■ ACTION ITEM
For the entries below, print exactly the lines between the line holding "position:relative; flex:1; overflow:hidden" and the line holding "position:absolute; left:860px; top:30px;", inclusive, and nothing else.

◆ ◆ ◆

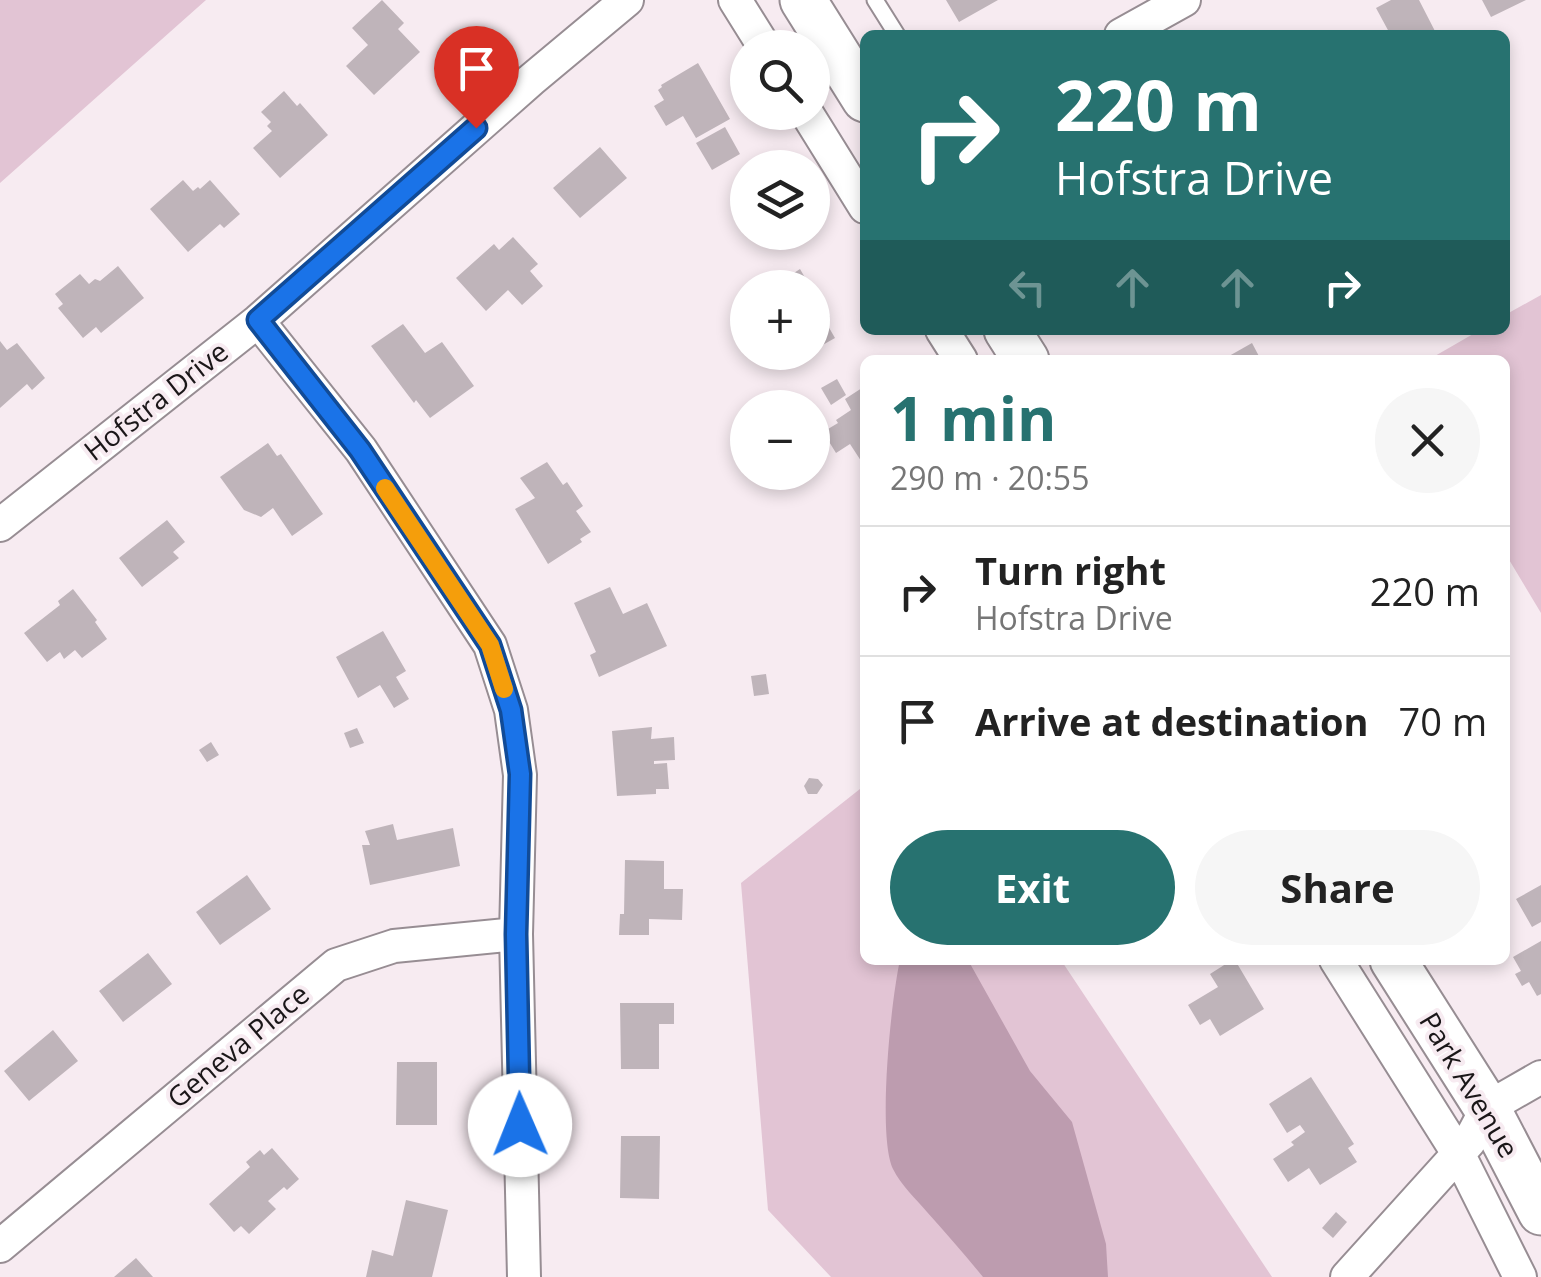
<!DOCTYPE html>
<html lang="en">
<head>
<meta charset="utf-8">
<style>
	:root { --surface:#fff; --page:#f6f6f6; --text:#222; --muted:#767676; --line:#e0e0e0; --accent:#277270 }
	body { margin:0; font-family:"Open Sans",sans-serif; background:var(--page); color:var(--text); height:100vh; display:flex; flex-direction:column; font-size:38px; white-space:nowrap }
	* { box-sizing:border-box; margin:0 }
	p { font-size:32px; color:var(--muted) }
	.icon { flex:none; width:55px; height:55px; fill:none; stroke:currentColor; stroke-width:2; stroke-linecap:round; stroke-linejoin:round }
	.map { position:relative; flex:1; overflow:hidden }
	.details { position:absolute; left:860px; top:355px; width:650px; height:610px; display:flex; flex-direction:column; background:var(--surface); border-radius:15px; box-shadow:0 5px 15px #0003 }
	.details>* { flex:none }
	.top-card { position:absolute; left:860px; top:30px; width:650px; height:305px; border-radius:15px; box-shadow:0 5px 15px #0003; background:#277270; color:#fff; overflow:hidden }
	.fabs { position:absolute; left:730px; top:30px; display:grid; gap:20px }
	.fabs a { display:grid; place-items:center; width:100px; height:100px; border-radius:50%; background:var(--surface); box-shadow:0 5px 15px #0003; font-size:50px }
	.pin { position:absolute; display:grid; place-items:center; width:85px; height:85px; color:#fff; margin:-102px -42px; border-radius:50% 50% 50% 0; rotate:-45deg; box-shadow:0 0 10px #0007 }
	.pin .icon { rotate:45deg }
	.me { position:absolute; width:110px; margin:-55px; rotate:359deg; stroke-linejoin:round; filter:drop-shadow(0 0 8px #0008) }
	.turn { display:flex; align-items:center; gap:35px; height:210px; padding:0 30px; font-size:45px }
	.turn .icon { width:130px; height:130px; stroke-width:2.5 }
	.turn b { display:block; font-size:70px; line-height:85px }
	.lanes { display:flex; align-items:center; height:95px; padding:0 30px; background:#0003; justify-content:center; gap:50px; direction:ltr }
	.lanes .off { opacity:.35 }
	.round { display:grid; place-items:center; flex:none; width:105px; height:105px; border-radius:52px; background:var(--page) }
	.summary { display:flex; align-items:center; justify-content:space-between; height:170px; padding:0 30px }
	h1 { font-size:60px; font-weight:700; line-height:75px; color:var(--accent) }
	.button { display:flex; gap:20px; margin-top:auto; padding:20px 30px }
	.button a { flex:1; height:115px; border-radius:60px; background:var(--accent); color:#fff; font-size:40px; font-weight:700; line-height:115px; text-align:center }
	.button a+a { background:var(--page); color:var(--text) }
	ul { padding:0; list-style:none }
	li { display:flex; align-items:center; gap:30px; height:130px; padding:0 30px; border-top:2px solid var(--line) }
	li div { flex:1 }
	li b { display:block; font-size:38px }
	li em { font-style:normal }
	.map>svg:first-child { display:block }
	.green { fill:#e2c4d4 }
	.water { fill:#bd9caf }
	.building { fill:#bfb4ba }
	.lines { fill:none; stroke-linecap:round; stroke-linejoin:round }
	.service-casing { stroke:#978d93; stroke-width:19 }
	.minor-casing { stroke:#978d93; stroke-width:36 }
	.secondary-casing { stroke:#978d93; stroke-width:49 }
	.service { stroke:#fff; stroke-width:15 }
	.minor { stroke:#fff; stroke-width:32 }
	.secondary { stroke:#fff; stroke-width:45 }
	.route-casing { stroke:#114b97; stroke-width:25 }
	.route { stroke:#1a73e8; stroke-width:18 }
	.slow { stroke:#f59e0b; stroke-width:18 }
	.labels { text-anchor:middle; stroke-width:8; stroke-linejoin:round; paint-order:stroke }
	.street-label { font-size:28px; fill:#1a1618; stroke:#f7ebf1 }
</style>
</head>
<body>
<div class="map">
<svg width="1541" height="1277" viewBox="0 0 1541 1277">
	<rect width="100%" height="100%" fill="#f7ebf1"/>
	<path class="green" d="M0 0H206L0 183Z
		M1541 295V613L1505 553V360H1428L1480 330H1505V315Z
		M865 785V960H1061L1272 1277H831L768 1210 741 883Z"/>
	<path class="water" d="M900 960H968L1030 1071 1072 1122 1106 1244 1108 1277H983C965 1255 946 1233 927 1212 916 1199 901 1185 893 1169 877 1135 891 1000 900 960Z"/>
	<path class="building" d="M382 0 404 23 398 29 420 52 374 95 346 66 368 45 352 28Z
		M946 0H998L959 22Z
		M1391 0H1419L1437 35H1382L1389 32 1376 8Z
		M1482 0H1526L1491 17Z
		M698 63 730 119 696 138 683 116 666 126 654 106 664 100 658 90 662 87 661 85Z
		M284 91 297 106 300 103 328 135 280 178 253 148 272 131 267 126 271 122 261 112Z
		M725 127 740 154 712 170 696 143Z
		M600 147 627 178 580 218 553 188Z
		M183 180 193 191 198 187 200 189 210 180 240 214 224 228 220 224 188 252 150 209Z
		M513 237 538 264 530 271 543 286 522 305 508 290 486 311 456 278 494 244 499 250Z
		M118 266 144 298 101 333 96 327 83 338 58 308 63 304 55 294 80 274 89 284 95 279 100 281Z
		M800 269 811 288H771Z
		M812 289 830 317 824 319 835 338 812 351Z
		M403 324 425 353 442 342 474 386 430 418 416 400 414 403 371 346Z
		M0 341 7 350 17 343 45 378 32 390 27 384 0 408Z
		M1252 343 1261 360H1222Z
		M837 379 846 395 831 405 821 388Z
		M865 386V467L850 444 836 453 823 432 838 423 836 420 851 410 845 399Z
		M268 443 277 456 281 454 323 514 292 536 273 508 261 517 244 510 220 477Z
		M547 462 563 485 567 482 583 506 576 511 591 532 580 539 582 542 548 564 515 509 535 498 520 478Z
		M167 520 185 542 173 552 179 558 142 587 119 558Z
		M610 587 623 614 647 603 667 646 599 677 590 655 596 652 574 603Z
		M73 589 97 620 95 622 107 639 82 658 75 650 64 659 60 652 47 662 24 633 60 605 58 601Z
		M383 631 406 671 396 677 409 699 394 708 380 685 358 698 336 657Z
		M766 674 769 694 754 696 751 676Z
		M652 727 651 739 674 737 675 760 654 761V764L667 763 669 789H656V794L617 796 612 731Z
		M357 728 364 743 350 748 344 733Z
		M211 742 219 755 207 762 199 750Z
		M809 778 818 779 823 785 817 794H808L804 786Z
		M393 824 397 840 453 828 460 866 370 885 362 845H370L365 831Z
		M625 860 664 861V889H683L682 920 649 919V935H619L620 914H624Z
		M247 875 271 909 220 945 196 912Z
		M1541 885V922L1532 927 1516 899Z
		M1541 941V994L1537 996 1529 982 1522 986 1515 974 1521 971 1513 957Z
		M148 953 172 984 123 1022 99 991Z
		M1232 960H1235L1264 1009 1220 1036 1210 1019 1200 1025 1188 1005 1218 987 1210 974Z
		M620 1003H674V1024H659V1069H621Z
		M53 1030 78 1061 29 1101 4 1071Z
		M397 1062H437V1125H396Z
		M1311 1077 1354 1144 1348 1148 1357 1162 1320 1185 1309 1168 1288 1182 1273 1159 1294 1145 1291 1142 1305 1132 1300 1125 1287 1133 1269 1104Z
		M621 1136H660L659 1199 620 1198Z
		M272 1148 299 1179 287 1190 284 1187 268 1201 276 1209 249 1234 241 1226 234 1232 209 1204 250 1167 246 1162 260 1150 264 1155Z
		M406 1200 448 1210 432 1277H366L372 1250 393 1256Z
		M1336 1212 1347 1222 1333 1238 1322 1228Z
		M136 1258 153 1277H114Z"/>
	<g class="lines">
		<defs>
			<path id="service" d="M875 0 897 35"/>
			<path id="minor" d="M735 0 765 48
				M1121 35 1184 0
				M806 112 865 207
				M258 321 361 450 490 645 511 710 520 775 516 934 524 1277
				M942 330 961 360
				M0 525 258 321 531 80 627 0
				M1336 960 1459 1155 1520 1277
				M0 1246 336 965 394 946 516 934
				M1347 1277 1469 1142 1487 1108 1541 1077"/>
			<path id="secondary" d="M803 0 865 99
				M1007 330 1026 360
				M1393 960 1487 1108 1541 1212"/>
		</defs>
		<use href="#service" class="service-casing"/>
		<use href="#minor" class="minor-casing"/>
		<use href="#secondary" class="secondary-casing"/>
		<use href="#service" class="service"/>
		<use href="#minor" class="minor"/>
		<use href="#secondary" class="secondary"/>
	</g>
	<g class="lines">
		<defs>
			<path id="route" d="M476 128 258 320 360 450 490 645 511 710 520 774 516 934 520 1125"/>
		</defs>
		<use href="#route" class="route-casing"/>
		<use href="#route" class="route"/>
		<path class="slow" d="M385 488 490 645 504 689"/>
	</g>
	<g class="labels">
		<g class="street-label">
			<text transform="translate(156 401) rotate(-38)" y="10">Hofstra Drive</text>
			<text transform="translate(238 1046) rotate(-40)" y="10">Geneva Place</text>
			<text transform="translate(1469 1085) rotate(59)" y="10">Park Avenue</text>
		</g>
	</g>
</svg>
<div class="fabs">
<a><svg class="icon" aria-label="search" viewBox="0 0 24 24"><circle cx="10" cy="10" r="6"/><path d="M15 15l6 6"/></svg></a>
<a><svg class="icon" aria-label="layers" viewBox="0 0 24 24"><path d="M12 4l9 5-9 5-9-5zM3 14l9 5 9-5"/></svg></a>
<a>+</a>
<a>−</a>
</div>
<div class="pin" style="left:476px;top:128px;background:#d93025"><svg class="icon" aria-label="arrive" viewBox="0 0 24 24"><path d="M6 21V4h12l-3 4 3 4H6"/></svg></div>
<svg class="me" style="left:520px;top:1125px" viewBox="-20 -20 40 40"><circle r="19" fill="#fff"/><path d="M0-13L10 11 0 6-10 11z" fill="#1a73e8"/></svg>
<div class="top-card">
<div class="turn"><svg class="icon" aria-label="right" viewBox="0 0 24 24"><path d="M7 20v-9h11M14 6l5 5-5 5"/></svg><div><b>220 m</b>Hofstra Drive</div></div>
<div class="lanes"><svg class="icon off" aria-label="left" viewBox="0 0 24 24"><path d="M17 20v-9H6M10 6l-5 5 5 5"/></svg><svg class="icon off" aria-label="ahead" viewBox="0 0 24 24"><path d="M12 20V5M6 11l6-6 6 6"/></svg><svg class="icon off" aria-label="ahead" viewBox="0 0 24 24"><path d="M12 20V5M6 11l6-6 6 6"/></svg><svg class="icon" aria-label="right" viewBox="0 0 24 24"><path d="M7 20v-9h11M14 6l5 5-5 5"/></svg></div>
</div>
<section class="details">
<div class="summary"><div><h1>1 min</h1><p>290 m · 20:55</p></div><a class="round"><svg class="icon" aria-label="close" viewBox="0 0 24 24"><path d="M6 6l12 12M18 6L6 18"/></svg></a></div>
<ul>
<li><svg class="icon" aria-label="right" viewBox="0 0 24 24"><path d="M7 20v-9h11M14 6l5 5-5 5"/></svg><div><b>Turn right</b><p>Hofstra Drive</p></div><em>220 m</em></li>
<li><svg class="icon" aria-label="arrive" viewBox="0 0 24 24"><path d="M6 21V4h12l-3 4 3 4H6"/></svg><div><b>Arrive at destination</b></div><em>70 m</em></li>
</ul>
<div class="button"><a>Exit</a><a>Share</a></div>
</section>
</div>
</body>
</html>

◆ ◆ ◆

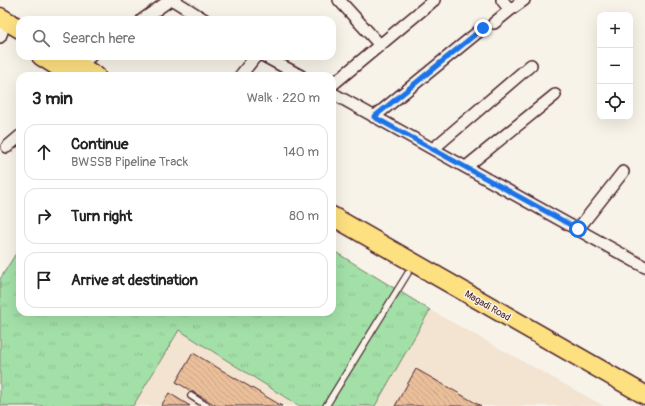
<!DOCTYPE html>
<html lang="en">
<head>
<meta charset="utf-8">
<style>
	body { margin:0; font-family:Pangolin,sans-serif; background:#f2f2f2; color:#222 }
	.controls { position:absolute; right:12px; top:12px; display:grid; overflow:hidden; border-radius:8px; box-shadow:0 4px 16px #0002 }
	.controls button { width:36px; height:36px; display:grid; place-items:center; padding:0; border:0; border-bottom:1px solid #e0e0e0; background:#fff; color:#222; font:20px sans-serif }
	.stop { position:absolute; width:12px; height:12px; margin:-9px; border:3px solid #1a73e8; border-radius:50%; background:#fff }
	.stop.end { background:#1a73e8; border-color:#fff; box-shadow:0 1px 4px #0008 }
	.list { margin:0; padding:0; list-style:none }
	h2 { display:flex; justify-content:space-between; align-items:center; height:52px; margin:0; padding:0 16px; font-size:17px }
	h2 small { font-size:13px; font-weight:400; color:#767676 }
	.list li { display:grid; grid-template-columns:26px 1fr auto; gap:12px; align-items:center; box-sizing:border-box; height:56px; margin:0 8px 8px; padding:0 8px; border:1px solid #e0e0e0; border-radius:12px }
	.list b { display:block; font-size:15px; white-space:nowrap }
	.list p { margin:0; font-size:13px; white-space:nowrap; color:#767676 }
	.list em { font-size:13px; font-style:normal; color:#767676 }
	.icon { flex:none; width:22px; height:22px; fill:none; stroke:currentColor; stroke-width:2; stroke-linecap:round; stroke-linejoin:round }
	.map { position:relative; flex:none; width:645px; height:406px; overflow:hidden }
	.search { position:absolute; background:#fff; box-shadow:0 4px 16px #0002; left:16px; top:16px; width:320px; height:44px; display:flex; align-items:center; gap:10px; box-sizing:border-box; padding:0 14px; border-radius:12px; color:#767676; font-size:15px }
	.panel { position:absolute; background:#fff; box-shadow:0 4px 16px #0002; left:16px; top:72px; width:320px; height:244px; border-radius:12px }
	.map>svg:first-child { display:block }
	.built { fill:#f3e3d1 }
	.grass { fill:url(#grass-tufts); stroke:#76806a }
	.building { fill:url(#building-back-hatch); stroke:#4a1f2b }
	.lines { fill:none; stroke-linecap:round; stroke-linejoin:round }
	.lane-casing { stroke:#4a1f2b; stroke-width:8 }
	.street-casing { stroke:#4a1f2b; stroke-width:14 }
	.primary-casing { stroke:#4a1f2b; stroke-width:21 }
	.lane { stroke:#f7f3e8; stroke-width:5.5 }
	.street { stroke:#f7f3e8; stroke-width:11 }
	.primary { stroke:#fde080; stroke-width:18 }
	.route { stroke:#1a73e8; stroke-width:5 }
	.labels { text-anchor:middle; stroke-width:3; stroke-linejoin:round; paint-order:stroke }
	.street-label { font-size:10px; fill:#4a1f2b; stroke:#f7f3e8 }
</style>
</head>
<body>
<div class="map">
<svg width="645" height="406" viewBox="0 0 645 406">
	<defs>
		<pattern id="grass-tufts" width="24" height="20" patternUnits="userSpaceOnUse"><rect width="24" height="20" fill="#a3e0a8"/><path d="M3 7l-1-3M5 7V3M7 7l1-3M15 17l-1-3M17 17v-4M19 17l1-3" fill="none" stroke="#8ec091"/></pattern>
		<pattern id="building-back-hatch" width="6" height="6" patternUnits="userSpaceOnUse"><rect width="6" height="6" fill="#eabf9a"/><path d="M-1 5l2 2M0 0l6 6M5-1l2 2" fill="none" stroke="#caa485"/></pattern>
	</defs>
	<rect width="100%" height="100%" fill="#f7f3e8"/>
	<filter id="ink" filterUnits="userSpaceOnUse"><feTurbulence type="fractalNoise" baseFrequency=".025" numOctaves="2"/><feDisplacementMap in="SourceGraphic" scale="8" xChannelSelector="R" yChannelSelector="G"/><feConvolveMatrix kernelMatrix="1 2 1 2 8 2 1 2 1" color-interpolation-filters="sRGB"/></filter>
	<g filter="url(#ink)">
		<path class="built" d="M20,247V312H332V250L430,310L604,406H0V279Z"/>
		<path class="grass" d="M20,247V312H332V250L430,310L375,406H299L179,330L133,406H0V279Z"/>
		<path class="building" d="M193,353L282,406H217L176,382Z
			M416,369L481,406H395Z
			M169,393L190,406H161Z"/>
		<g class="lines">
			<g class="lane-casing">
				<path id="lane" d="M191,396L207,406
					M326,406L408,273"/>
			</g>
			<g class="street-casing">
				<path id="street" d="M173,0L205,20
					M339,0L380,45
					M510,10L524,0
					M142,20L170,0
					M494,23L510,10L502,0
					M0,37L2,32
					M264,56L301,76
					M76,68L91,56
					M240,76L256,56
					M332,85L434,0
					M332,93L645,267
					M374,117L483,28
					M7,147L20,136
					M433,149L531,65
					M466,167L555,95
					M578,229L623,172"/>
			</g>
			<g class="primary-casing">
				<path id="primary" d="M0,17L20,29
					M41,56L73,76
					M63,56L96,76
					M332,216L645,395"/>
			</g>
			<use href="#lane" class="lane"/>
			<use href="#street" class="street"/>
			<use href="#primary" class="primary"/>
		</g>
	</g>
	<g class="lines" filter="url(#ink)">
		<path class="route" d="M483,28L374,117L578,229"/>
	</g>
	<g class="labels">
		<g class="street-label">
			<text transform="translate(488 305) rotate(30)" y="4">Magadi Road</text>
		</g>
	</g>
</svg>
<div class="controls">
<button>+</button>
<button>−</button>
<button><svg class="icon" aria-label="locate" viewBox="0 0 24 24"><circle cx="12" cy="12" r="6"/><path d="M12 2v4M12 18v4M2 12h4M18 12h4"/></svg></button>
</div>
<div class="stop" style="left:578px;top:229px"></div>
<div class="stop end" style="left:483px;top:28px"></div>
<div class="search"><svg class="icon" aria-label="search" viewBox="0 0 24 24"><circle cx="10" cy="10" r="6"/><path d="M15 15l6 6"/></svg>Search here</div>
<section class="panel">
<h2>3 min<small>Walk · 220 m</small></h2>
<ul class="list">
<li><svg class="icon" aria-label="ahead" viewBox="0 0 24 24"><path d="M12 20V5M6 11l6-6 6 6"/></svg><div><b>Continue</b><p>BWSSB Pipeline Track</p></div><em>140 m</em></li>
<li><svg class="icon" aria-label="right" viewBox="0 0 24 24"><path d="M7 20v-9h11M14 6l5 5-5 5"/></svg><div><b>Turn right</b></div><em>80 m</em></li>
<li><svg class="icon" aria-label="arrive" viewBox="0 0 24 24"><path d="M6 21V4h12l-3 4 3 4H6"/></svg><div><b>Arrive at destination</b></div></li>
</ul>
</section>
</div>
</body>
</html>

◆ ◆ ◆

■ RESPONSE BELOW
	.map { position:relative; flex:1; overflow:hidden }
	.details { position:absolute; left:860px; top:355px; width:650px; height:610px; display:flex; flex-direction:column; background:var(--surface); border-radius:15px; box-shadow:0 5px 15px #0003 }
	.details>* { flex:none }
	.top-card { position:absolute; left:860px; top:30px; width:650px; height:305px; border-radius:15px; box-shadow:0 5px 15px #0003; background:#277270; color:#fff; overflow:hidden }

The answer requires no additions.